MATERIALS PROVIDED section start

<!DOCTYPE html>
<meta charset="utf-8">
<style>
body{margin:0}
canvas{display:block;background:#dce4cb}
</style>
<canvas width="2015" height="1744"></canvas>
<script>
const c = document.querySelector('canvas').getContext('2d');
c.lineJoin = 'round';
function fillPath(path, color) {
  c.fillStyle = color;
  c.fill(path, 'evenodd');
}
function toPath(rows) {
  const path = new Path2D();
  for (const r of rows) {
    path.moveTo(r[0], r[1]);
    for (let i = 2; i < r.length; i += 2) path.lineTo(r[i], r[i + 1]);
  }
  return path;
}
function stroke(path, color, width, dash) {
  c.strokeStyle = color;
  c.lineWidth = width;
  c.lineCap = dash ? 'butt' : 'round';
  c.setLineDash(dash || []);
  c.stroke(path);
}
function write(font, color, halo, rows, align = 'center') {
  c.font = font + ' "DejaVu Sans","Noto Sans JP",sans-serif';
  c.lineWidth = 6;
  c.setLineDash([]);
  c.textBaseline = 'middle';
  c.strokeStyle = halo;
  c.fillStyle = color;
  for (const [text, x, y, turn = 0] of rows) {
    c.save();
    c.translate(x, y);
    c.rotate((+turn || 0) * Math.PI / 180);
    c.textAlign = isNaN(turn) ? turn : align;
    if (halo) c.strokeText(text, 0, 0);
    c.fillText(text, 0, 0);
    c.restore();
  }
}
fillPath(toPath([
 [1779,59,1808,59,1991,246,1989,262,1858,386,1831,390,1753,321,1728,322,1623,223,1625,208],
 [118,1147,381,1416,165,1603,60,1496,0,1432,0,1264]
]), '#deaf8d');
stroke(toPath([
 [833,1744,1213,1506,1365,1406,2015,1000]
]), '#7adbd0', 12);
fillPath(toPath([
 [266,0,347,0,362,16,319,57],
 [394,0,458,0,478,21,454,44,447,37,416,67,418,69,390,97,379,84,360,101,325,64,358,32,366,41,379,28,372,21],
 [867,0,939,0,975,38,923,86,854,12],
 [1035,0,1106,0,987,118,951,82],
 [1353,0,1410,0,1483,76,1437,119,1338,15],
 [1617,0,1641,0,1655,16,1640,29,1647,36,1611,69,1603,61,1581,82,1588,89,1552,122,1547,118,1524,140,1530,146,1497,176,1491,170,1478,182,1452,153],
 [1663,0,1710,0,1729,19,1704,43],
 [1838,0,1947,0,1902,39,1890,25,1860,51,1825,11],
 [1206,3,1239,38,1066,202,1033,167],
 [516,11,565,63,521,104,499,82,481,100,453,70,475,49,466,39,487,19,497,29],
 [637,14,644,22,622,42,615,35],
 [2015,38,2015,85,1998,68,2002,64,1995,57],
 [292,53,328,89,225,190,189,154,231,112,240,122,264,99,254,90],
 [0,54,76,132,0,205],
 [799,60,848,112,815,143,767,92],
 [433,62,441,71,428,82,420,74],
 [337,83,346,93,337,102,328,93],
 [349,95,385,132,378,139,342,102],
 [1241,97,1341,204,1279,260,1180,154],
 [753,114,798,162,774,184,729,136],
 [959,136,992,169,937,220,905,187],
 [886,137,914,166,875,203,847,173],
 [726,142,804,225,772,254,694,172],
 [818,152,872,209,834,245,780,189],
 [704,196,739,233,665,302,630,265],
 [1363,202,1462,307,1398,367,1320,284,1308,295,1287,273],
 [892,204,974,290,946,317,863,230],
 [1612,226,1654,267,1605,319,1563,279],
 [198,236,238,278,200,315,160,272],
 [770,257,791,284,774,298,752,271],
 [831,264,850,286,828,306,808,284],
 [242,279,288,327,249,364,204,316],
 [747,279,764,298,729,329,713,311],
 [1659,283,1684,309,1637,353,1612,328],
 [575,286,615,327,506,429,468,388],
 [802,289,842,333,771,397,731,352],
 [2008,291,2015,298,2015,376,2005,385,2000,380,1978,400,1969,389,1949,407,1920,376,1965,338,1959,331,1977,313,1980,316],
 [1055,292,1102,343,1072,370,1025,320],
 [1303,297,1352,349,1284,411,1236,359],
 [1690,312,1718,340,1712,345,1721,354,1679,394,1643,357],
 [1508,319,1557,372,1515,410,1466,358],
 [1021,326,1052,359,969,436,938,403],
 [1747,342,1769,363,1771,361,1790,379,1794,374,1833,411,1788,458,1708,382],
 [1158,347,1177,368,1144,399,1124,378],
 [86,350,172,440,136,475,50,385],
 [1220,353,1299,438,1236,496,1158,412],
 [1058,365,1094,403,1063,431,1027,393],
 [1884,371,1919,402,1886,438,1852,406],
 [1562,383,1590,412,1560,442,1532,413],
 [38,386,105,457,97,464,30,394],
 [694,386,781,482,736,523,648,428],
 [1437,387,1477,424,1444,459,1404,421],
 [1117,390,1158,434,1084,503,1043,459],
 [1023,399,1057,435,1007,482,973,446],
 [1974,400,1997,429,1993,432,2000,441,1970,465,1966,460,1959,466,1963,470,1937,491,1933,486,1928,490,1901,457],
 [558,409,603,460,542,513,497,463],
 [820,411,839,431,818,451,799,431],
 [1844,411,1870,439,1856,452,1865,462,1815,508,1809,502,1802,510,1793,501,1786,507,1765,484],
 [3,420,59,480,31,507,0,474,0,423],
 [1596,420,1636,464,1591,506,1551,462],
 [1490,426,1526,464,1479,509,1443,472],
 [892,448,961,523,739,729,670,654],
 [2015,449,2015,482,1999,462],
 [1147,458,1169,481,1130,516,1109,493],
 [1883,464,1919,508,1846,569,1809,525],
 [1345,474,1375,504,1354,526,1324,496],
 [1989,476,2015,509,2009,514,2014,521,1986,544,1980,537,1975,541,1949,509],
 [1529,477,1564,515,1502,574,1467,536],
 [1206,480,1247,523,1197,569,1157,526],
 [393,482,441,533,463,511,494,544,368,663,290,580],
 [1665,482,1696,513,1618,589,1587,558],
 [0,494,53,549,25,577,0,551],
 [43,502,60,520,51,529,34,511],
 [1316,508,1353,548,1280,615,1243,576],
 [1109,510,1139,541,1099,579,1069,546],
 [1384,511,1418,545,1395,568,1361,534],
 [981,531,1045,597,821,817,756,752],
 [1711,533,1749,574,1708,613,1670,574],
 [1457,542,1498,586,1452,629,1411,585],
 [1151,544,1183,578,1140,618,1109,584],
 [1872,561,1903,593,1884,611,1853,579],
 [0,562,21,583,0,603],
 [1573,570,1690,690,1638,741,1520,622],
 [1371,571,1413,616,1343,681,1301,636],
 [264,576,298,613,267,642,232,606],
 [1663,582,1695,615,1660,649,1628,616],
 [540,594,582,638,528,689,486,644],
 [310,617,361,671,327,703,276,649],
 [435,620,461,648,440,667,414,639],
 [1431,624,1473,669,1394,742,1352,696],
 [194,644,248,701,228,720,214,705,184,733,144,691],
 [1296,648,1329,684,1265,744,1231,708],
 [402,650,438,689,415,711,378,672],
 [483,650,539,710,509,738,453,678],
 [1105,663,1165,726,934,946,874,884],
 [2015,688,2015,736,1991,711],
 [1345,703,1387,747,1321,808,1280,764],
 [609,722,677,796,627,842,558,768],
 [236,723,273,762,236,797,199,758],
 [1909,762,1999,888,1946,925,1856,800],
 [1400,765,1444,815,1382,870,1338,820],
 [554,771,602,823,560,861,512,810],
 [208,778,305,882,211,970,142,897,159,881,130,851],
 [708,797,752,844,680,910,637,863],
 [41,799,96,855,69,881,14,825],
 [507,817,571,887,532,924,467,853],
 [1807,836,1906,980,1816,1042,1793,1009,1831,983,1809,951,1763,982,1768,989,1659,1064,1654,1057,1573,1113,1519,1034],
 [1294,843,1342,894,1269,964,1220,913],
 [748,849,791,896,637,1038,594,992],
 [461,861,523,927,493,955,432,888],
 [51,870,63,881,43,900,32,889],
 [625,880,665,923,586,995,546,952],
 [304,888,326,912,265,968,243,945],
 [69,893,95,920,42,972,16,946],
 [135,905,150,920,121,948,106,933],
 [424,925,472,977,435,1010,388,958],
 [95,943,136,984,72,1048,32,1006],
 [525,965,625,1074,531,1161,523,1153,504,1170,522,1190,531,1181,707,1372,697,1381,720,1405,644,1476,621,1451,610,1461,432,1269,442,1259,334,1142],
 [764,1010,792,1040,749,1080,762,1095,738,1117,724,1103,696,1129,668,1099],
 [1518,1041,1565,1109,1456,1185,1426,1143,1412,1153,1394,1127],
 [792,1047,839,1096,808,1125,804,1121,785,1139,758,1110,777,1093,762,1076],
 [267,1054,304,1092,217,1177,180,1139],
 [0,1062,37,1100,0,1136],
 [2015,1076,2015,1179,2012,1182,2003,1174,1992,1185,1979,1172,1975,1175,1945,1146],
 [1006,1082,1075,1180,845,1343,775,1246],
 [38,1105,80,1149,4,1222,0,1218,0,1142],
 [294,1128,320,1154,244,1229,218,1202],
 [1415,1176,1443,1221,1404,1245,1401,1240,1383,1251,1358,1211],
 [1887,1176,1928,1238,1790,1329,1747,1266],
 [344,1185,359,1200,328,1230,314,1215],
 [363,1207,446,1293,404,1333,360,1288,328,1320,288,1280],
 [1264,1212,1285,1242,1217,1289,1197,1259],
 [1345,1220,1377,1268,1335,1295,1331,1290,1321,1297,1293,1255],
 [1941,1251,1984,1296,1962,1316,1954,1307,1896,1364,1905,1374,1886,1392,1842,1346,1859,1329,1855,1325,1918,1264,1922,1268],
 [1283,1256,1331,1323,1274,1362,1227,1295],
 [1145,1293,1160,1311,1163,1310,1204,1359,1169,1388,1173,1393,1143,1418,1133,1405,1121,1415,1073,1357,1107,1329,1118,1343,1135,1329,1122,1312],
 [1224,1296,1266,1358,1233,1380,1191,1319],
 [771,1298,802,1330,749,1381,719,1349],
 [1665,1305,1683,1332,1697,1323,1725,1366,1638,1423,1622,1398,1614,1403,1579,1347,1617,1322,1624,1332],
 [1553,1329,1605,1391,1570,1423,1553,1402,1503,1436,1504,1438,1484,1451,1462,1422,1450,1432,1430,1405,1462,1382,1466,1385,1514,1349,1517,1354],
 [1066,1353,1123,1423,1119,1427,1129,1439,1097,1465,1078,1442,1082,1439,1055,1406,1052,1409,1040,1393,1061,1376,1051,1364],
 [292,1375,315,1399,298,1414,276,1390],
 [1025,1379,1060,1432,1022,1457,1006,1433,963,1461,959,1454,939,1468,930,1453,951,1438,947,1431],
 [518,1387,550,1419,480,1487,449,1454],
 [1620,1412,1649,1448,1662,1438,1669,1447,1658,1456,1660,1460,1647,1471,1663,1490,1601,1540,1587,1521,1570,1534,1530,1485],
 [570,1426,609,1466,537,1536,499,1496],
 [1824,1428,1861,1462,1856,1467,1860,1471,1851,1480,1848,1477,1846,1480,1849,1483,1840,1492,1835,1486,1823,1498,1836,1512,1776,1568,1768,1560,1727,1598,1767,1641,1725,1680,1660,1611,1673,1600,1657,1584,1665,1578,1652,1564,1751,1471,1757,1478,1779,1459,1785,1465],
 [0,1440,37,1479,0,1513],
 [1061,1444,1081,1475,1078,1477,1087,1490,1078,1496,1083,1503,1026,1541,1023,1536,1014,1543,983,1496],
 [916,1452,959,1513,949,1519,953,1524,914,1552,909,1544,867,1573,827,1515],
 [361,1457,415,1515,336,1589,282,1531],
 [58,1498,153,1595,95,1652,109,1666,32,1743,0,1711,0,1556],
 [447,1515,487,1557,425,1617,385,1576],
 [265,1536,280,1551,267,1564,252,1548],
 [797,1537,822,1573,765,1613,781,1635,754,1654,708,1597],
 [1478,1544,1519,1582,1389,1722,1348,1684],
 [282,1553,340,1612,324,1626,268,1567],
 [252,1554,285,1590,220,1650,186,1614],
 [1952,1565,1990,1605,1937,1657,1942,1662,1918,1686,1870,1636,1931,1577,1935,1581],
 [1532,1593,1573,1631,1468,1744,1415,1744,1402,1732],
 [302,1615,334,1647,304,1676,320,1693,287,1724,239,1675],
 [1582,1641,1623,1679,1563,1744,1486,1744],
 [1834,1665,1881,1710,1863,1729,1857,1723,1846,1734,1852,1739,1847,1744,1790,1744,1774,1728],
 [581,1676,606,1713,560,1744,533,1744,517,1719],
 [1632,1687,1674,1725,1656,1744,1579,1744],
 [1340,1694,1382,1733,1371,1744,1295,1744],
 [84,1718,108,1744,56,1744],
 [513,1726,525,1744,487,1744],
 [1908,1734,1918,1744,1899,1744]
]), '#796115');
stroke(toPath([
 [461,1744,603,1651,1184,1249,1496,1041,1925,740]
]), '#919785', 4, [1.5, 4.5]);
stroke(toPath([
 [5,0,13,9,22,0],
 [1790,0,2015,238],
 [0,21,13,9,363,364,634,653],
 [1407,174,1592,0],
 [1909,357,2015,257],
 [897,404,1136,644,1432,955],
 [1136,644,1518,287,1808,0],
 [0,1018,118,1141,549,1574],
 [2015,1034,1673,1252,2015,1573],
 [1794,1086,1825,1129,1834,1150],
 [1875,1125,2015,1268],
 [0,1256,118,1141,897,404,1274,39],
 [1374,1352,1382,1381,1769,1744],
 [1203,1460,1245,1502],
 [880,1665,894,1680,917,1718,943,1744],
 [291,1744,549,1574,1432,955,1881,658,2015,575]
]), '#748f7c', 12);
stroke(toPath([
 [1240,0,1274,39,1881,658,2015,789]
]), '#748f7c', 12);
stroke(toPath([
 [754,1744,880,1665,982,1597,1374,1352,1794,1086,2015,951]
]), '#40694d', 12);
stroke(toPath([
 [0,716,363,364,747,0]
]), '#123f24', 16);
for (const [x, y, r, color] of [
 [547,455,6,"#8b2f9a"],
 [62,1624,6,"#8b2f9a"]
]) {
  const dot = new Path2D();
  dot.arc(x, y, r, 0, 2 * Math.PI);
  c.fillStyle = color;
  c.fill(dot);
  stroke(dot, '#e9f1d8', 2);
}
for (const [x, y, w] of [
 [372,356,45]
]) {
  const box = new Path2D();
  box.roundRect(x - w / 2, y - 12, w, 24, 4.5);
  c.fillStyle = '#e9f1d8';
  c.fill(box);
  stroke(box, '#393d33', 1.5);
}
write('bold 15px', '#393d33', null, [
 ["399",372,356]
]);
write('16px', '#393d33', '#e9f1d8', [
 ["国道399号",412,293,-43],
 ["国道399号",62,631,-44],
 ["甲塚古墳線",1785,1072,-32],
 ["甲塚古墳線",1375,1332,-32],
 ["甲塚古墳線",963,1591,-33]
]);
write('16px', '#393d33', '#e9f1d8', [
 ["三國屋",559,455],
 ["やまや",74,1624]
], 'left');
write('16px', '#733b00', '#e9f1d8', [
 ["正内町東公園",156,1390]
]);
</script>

MATERIALS PROVIDED section end

## PROBLEM TO WORK ON
For the entries, state the number of lines that include the string "Math". Add no other words.

## REPLY
2